In the quiet of the complex his engine sounded loud and wrong and he shut it off quickly, turned to see the top of the sleeping girl’s head, her hair parted straight down the middle. Did her mother part it for her and brush it just right? Did she feel like a good mama then?
His eyes ached. He needed cold water on his face, a cup of hot coffee in his hand. The child’s shoulders couldn’t be more than ten inches from one to the other, and they rose and fell with her breathing. It’d be real bad if she woke right now and started bawling but he couldn’t leave her head like this, her chin touching her chest. He got his door open and slid outside, then opened the access door and with three fingers of his good hand lifted her head up and leaned it into the padded corner of the car seat. Damp strands of hair covered her face, but he didn’t dare move them away. The night had cooled a bit. Her feet were bare. Balled on the floor behind the passenger seat was a Caporelli’s Excavators T-shirt Cap Sr. had proudly handed out from his F-350 like he was giving him a cash bonus. AJ grabbed it now, shook it off and smelled it—cotton and dried sweat and old diesel.

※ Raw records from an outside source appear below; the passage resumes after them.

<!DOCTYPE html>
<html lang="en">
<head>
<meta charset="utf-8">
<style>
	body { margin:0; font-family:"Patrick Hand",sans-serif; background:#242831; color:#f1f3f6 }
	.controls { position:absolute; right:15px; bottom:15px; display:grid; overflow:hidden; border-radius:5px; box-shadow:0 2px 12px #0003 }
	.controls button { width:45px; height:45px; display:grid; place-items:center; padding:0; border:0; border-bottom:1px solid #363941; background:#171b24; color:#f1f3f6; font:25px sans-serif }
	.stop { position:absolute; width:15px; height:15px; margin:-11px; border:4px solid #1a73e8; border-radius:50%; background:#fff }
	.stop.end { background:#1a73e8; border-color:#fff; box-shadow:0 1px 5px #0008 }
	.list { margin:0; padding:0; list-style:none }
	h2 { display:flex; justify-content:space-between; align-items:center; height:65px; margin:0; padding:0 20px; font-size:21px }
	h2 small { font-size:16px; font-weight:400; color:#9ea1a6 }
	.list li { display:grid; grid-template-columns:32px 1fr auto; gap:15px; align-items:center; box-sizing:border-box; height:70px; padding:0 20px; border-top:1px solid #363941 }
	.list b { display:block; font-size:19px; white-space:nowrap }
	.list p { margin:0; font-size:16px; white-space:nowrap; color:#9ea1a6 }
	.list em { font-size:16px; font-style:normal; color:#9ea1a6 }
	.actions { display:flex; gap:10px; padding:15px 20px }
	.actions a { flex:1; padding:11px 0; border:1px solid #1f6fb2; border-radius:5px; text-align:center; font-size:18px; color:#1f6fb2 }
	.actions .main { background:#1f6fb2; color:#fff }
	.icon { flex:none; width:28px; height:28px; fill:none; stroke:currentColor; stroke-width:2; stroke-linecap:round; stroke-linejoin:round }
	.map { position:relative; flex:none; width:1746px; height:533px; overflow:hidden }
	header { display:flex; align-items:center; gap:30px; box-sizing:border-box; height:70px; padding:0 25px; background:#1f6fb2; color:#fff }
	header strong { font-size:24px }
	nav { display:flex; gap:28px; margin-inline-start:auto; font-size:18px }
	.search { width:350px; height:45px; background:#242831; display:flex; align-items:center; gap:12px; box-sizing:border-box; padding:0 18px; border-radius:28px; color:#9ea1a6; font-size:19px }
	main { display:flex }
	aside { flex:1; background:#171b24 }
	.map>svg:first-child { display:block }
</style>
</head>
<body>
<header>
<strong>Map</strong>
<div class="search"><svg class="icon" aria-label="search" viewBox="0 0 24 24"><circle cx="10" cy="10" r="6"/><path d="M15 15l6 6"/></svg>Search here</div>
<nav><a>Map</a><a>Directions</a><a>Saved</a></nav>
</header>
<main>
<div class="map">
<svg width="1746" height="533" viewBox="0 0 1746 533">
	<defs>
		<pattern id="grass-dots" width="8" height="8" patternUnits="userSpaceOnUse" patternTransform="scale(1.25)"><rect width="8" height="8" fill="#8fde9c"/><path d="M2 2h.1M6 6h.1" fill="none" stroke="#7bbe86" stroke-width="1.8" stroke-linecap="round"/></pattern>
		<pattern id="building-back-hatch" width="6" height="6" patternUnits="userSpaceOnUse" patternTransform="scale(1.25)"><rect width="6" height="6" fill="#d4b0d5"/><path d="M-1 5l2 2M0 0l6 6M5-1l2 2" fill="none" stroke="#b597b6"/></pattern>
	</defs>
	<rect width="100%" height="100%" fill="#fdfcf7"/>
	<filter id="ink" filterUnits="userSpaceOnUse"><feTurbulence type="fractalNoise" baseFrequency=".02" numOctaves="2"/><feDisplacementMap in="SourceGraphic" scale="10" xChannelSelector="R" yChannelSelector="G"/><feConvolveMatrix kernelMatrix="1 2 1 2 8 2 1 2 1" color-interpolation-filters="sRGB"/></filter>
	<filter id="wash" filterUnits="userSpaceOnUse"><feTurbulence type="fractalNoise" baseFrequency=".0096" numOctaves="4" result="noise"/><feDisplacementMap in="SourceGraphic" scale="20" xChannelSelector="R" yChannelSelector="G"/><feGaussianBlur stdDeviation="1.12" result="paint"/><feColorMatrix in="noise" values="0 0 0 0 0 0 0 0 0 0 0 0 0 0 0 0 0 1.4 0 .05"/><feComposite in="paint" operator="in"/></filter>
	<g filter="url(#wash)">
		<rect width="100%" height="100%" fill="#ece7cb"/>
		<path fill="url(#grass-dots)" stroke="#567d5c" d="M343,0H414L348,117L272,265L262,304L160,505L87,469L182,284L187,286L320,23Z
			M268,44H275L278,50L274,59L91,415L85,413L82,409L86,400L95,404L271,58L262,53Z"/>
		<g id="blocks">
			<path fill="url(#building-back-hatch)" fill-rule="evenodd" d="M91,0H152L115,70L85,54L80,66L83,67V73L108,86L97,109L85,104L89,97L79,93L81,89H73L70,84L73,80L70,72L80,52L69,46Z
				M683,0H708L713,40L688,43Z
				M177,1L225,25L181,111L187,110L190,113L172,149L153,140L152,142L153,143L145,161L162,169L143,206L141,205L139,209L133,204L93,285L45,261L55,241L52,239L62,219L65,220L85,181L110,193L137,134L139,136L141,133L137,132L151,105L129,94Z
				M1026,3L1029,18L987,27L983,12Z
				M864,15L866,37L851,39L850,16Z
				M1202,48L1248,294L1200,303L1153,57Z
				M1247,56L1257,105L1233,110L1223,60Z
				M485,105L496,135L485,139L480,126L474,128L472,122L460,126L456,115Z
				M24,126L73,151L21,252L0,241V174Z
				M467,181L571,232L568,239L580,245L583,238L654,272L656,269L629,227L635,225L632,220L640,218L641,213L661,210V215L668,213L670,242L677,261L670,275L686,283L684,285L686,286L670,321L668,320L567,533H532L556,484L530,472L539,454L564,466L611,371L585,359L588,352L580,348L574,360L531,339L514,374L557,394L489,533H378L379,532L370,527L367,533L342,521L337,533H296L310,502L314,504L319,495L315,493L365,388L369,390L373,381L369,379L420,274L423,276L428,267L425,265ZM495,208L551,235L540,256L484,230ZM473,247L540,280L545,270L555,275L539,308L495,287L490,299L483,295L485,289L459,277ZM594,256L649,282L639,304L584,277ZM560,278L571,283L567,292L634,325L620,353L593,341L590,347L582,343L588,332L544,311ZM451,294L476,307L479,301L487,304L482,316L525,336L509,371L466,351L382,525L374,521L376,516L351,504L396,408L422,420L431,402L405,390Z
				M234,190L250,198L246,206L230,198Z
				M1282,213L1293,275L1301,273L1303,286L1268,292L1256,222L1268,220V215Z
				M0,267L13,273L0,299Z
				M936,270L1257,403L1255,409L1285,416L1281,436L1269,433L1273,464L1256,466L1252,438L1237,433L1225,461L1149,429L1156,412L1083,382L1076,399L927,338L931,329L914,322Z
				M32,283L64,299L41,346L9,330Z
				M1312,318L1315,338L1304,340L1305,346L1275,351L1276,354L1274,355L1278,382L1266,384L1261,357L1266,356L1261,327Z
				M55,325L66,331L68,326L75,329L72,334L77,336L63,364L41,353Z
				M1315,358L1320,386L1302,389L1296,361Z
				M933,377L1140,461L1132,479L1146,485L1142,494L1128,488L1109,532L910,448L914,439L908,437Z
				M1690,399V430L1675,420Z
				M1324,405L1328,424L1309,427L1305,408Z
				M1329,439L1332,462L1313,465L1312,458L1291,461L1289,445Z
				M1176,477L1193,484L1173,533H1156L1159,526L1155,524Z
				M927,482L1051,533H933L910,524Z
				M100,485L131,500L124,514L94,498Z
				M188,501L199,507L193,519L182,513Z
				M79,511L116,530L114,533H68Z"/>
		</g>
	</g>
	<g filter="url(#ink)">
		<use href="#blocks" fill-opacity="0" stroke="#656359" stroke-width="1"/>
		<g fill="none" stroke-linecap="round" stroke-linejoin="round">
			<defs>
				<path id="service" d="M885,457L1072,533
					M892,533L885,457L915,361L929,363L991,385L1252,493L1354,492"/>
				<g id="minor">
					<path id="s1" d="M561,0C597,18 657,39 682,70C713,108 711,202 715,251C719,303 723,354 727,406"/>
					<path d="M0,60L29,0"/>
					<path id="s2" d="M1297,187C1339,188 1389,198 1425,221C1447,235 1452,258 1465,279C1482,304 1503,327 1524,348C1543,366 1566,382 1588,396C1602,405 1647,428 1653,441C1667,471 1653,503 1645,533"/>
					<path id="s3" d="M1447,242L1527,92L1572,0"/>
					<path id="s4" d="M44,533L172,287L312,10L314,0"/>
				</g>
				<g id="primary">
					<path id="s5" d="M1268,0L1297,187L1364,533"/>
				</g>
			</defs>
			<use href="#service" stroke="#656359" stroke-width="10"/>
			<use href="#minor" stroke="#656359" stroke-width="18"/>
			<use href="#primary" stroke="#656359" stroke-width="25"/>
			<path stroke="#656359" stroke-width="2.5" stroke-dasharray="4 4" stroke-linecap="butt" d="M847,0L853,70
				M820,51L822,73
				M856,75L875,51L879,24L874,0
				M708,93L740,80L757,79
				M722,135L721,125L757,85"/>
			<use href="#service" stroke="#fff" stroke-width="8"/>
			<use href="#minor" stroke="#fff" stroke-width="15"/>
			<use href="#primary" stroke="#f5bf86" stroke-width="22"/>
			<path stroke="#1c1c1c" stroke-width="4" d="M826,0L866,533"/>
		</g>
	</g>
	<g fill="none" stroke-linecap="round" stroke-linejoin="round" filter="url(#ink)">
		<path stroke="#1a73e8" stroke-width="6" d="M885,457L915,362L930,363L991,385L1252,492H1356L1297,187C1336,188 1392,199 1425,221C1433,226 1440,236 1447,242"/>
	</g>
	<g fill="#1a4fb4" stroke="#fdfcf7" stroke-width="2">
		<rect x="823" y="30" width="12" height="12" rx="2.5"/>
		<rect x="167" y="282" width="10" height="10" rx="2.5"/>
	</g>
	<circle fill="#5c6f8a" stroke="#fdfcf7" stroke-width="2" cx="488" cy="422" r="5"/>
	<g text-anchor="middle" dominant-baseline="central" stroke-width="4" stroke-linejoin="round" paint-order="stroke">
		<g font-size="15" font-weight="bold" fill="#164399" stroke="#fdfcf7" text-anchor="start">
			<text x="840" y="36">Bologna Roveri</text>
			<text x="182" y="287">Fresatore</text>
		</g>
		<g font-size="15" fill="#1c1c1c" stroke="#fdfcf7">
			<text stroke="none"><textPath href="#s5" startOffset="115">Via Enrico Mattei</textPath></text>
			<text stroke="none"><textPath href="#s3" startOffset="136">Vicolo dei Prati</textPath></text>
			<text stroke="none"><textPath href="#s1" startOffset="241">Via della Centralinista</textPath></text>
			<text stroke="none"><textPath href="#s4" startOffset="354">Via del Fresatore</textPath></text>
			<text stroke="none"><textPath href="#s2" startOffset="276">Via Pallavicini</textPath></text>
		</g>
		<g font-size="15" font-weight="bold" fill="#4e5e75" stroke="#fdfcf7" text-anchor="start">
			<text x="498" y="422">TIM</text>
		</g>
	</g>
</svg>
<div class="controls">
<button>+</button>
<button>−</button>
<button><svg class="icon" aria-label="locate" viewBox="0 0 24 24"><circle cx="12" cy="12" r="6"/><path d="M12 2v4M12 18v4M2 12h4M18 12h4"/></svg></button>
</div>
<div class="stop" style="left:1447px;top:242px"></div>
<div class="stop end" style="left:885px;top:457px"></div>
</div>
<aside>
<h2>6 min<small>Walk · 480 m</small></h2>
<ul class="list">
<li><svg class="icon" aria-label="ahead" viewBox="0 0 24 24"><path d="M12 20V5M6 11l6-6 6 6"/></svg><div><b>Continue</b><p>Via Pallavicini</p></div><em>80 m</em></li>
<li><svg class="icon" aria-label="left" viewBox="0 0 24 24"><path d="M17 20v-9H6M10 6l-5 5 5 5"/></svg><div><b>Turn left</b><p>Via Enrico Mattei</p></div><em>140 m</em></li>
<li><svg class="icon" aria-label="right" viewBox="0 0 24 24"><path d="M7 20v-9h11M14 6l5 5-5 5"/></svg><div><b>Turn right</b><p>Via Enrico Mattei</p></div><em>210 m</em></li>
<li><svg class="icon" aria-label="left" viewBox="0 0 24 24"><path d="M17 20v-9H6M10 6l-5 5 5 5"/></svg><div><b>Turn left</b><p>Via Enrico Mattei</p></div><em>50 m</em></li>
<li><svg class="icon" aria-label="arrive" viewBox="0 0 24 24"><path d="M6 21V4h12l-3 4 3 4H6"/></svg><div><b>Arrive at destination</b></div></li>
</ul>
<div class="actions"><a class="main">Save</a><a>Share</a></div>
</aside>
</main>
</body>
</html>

He leaned in and draped it over the car seat tray, tucking it in lightly around her shoulders, draping it down over her feet. And again there was that sweet feeling rising up in him that he was doing something good for a stranger, though since Cole had made him a dad he didn’t see other people’s kids as strangers anymore anyway; true, before Cole, he’d never really noticed them; they were like the barking of a dog you hear but don’t listen to so don’t think about. But now, every little kid he saw—the loud ones in the Publix trailing their mamas’ shopping carts, the quiet ones strapped into minivans he passed on the highway, the ones in front and back yards in neighborhoods he drove through, the ones he worried would chase each other into the busy street—especially them—they were all his; he loved and worried about them all, every single one.